Also is ATF the best fluid to use in power steering?


----------



## RC Wells (Dec 26, 2008)

A leak from the steering column usually indicates the power steering valve assembly is due for renewal or replacement. Sometimes as simple as a new seal kit.

Massey originally recommended ATF or non-foaming hydraulic oil. The modern universal tractor fluids are perfectly suited to the power steering application, and contain additives that lubricate and preserve the O rings and seals.


----------



## sixbales (May 18, 2011)

Howdy tkrlyon1,

There is a very good discussion on this forum entitled "MF 135 Power Steering Issue". Here is one solution:
_______________________________________________________

"After much playing around and changing the column seal the fluid was still pushing out the top of the steering column. It seemed to worsen when the steering was used hard like with the front loader.

The problem is a worn power steering valve at the base of the steering column. The valve has sliding parts that are a lapped fit with no seals. When the valve wears fluid seeps out between the spool and the body. The steering still works but you lose all the fluid and then have no power steering.. Your foot is also wet with fluid.

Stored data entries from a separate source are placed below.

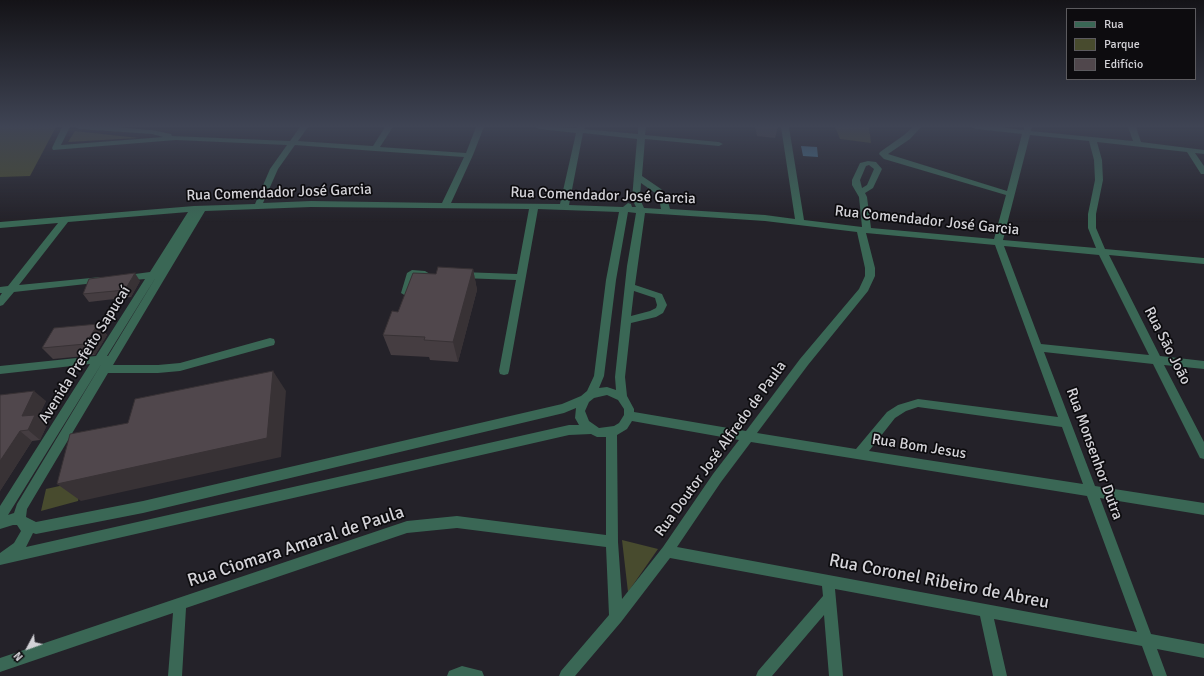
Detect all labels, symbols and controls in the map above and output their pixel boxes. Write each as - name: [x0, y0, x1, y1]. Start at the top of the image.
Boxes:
- legend: [1066, 8, 1196, 80]
- text: Rua: [1104, 17, 1124, 32]
- text: Parque: [1104, 37, 1140, 52]
- text: Edifício: [1104, 57, 1143, 72]
- street label: Rua Comendador José Garcia: [186, 181, 372, 205]
- street label: Rua Comendador José Garcia: [510, 184, 696, 208]
- street label: Rua Comendador José Garcia: [834, 202, 1020, 240]
- street label: Avenida Prefeito Sapucaí: [35, 283, 135, 427]
- street label: Rua São João: [1140, 304, 1194, 388]
- street label: Rua Doutor José Alfredo de Paula: [651, 358, 791, 540]
- street label: Rua Monsenhor Dutra: [1062, 386, 1126, 522]
- street label: Rua Bom Jesus: [870, 431, 968, 463]
- street label: Rua Ciomara Amaral de Paula: [185, 502, 407, 592]
- street label: Rua Coronel Ribeiro de Abreu: [827, 550, 1051, 614]
- north arrow: [8, 628, 48, 668]
- text: N: [11, 649, 26, 663]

I figure out a fix in stead of buying the $700 if you can get one power steering valve.

I replaced the steering shaft seal in the bottom of the column. While I had the column off I drilled and tapped a hole below in the cast base the seal for 1/8 npt.
Next I placed a compression Tee in the return line to the power steering pump. I made a pat to return the leaking fluid to the pump by connecting the port I drilled to steering fluid return line.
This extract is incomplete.